#### [Your task]
State how many lines in the entries below include the string "tools", and give nothing beyond that number.

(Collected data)
------------------------------------------------------------------------

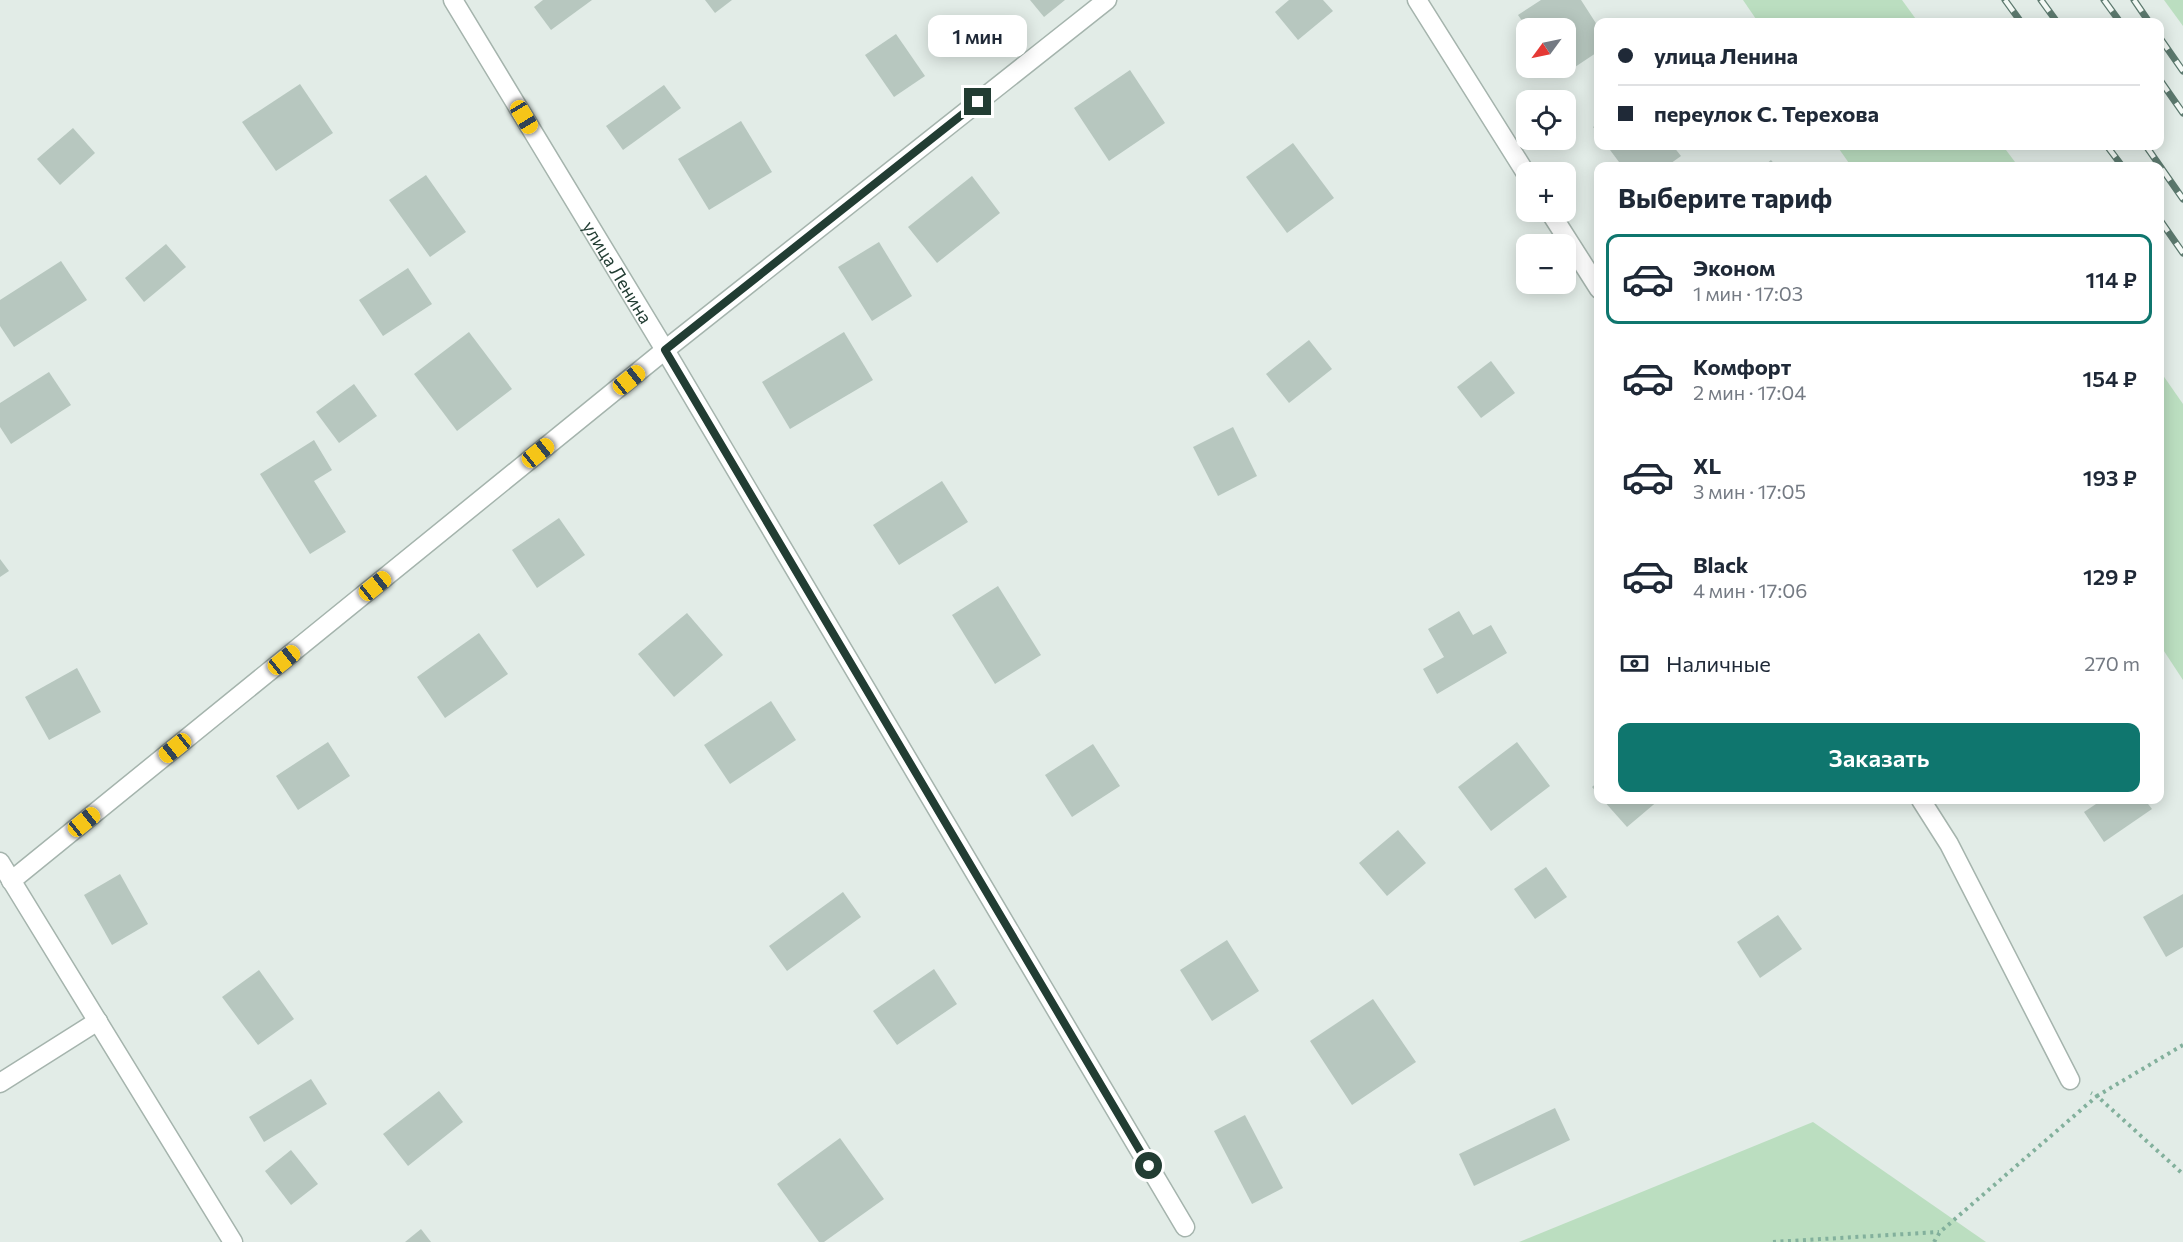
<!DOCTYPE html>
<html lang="ru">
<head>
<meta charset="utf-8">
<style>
	body { margin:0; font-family:Commissioner,sans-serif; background:#f6f6f7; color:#1f2937; height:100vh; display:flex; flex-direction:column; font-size:22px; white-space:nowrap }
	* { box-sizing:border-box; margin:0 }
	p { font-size:20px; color:#747a83 }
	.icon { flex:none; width:33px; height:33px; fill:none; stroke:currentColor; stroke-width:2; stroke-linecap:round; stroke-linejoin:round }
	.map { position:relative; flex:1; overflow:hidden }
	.side { position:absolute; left:1594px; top:162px; width:570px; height:642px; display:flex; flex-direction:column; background:#fff; border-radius:12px; box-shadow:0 3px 15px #0003 }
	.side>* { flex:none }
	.banner { position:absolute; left:1594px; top:18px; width:570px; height:132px; border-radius:12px; box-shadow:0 3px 15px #0003; display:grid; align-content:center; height:132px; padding:0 24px; background:#fff }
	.needle { width:39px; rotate:237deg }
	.tools { position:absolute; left:1516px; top:18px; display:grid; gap:12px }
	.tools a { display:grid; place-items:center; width:60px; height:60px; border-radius:12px; background:#fff; box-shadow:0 3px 15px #0003; font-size:30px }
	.end { position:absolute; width:27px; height:27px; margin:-14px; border:8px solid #223d33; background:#fff; box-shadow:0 0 0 3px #fff }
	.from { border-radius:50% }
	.bubble { position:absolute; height:42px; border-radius:12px; background:#fff; box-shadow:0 3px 15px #0003; font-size:20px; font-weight:600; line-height:42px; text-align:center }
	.car { position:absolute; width:18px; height:36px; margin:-18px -9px; border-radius:8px; box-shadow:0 0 4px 2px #0007; background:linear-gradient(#f5c518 24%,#345 0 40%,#f5c518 0 76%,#345 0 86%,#f5c518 0) }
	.banner b { display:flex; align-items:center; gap:21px; height:57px; font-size:22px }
	.banner b+b { border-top:2px solid #e0e1e3 }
	.banner i { width:15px; height:15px; background:#1f2937 }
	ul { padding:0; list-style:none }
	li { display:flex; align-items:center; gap:18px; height:90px; margin:0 12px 9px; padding:0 12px; border:3px solid transparent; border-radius:12px }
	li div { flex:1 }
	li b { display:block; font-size:22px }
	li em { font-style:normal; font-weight:600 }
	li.current { border-color:#0f766e }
	li>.icon { width:54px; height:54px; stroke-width:1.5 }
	h2 { padding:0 24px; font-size:27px; line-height:72px }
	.pay { display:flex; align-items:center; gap:15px; height:66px; padding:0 24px; font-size:22px }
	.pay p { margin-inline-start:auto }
	.button { display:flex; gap:12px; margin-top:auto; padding:12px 24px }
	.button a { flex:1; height:69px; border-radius:12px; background:#0f766e; color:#fff; font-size:24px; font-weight:600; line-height:69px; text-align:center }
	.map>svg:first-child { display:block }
</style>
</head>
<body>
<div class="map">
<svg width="2183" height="1242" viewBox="0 0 2183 1242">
	<rect width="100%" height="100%" fill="#e2ece7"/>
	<!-- green -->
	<g fill="#bbdec0">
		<path d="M1743,0H1902L1918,22H1758Z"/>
		<path d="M2164,0H2183V26Z"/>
		<path d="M1837,146H2003L2018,166H1851Z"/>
		<path d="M2160,371L2183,404V680L2160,645Z"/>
		<path d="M1813,1122L1986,1242H1519Z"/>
	</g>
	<!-- building -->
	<g fill="#b7c7bf">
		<path d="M543,0H592L551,30L534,7Z"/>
		<path d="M705,0H732L715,13Z"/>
		<path d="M1030,0H1065L1044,17Z"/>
		<path d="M1289,0H1323L1333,11L1298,40L1275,12Z"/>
		<path d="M1541,0H1581L1599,28V51L1560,77L1553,68H1566V28H1527L1518,15Z"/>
		<path d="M896,34L925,76L894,97L865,55Z"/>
		<path d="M1130,70L1165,123L1109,161L1074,108Z"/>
		<path d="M300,84L333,133L276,171L242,122Z"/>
		<path d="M664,85L681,108L623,150L606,126Z"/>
		<path d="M741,121L772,172L709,210L678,159Z"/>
		<path d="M1599,123V135L1593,127Z"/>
		<path d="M73,128L95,153L60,185L37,159Z"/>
		<path d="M1293,143L1334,198L1287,233L1246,177Z"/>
		<path d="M1607,146H1673L1681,156L1667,166H1622Z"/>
		<path d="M1771,160L1776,166H1764Z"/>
		<path d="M426,175L466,232L430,257L389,200Z"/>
		<path d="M972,176L1000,213L937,263L908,227Z"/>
		<path d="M879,242L912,296L872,321L838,267Z"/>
		<path d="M166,244L186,267L144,302L125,278Z"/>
		<path d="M61,261L87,300L14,347L0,326V300Z"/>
		<path d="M408,268L432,304L383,336L359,300Z"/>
		<path d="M469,332L512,389L457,431L414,374Z"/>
		<path d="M844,332L873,380L790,429L762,382Z"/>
		<path d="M1309,340L1332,369L1289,403L1266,374Z"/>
		<path d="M1491,361L1515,393L1481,418L1457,387Z"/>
		<path d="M49,372L71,405L11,444L0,427V403Z"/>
		<path d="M354,384L377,416L339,443L316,412Z"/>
		<path d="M1233,427L1257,476L1218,496L1193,447Z"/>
		<path d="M314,440L332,470L314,481L346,532L310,554L260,474Z"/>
		<path d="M942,481L968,522L899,565L873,525Z"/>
		<path d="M559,518L585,555L537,588L512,550Z"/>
		<path d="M0,559L9,571L0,577Z"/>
		<path d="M998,586L1041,655L995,684L952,615Z"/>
		<path d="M1459,611L1473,635L1491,625L1507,653L1437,694L1423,669L1444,657L1428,629Z"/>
		<path d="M687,613L723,655L674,697L638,654Z"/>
		<path d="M479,633L508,674L445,718L417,677Z"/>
		<path d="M77,668L101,712L49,740L25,697Z"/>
		<path d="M771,701L796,740L730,784L704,745Z"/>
		<path d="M328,742L350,776L298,810L276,776Z"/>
		<path d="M1517,742L1550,786L1491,831L1458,787Z"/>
		<path d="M1093,744L1120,786L1072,817L1045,775Z"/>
		<path d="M1599,781V795L1592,787Z"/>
		<path d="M1603,800H1659L1627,827Z"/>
		<path d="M2102,800H2145L2152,809L2104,842L2084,812Z"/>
		<path d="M1398,830L1426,863L1387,896L1359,863Z"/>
		<path d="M1546,867L1567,897L1535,919L1514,889Z"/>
		<path d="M120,874L148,924L112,945L84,895Z"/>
		<path d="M843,892L861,917L787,971L769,946Z"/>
		<path d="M2183,894V947L2166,957L2143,917Z"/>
		<path d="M1778,915L1802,949L1760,978L1737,942Z"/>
		<path d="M1227,940L1259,991L1212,1021L1180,970Z"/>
		<path d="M934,969L957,1004L897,1045L873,1011Z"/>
		<path d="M259,970L294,1019L258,1045L222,997Z"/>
		<path d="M1373,999L1416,1062L1352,1105L1310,1041Z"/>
		<path d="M311,1079L327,1104L264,1142L249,1117Z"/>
		<path d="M439,1091L463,1122L408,1166L383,1134Z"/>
		<path d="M1555,1108L1570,1140L1474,1186L1459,1154Z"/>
		<path d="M1245,1115L1283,1188L1252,1204L1214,1131Z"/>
		<path d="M840,1138L884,1199L824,1242H819L777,1184Z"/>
		<path d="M291,1150L318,1184L291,1205L265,1171Z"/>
		<path d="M421,1229L431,1242H405Z"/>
	</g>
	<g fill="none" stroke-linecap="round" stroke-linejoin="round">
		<defs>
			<g id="minor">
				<path id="s1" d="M453,0L665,350L1185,1227"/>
				<path d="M1417,0L1527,175"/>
				<path d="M1550,212L1599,289"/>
				<path d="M1921,800L1949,844L2070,1080"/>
				<path d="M0,862L233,1242"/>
				<path d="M11,881L665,350L1107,0"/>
				<path d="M0,1083L98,1021"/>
			</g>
		</defs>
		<!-- minor casing -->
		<use href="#minor" stroke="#a5b4ad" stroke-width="21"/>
		<!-- path -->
		<g stroke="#82b09c" stroke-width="4" stroke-dasharray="3 4.5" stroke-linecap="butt">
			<path d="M2183,1045L2097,1096L2183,1174"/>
			<path d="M1773,1242L1939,1232"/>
			<path d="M1934,1242L1940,1232L2097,1096L2091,1093"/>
		</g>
		<!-- minor -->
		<use href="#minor" stroke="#fff" stroke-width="18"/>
		<defs>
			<g id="rail">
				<path d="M2005,0L2021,22"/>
				<path d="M2041,0L2057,22"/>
				<path d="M2104,0L2120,22"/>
				<path d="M2134,0L2149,22"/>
				<path d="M2160,38L2183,71"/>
				<path d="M2160,80L2183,113"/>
				<path d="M2107,146L2122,166"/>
				<path d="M2146,146L2183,199"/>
				<path d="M2160,220L2183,253"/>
			</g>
		</defs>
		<!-- rail casing -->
		<use href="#rail" stroke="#5c796e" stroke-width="7"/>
		<!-- rail -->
		<use href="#rail" stroke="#f3f9f5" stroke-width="4.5" stroke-dasharray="14" stroke-linecap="butt"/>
	</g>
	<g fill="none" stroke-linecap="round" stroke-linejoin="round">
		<!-- route -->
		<path stroke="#223d33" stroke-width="8" d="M978,102L665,350L1149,1166"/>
	</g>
	<g text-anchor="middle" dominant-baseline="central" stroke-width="4.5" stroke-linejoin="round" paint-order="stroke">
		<!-- street labels -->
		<g font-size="18" fill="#223d33" stroke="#f3f9f5">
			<text stroke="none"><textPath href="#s1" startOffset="318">улица Ленина</textPath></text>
		</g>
	</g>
</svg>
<div class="tools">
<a><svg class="needle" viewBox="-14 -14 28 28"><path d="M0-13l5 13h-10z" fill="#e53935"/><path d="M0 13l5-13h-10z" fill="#747a83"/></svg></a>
<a><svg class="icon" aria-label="locate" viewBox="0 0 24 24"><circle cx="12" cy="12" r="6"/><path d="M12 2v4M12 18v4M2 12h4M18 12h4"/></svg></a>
<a>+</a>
<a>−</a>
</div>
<i class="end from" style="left:1149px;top:1166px"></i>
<i class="end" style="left:978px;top:102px"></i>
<div class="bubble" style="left:928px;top:15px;width:99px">1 мин</div>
<i class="car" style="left:524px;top:117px;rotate:149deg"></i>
<i class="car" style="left:629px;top:380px;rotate:51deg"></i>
<i class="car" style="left:538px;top:453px;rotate:51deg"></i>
<i class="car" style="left:375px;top:586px;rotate:51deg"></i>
<i class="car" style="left:284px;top:660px;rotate:51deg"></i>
<i class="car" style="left:175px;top:748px;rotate:231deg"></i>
<i class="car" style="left:84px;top:822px;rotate:51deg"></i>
<div class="banner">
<b><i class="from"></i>улица Ленина</b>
<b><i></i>переулок С. Терехова</b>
</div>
<section class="side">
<h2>Выберите тариф</h2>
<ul>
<li class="current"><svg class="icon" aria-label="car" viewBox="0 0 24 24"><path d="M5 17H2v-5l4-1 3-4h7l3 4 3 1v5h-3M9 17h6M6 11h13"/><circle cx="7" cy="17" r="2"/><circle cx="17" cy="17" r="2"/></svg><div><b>Эконом</b><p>1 мин · 17:03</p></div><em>114 ₽</em></li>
<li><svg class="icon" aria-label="car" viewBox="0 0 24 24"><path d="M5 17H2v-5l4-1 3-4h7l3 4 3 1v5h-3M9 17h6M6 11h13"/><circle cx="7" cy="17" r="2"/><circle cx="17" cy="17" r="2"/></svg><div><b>Комфорт</b><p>2 мин · 17:04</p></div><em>154 ₽</em></li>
<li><svg class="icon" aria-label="car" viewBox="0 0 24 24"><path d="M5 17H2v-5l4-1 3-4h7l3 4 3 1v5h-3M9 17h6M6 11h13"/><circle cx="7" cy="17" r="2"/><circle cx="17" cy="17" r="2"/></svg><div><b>XL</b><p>3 мин · 17:05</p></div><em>193 ₽</em></li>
<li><svg class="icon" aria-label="car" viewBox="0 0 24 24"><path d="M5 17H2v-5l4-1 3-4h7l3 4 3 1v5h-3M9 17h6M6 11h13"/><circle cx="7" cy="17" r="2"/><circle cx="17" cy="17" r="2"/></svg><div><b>Black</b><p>4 мин · 17:06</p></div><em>129 ₽</em></li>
</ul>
<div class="pay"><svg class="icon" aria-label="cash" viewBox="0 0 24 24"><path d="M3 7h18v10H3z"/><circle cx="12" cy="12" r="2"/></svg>Наличные<p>270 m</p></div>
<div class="button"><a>Заказать</a></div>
</section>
</div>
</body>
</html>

------------------------------------------------------------------------

#### [Written solution]
3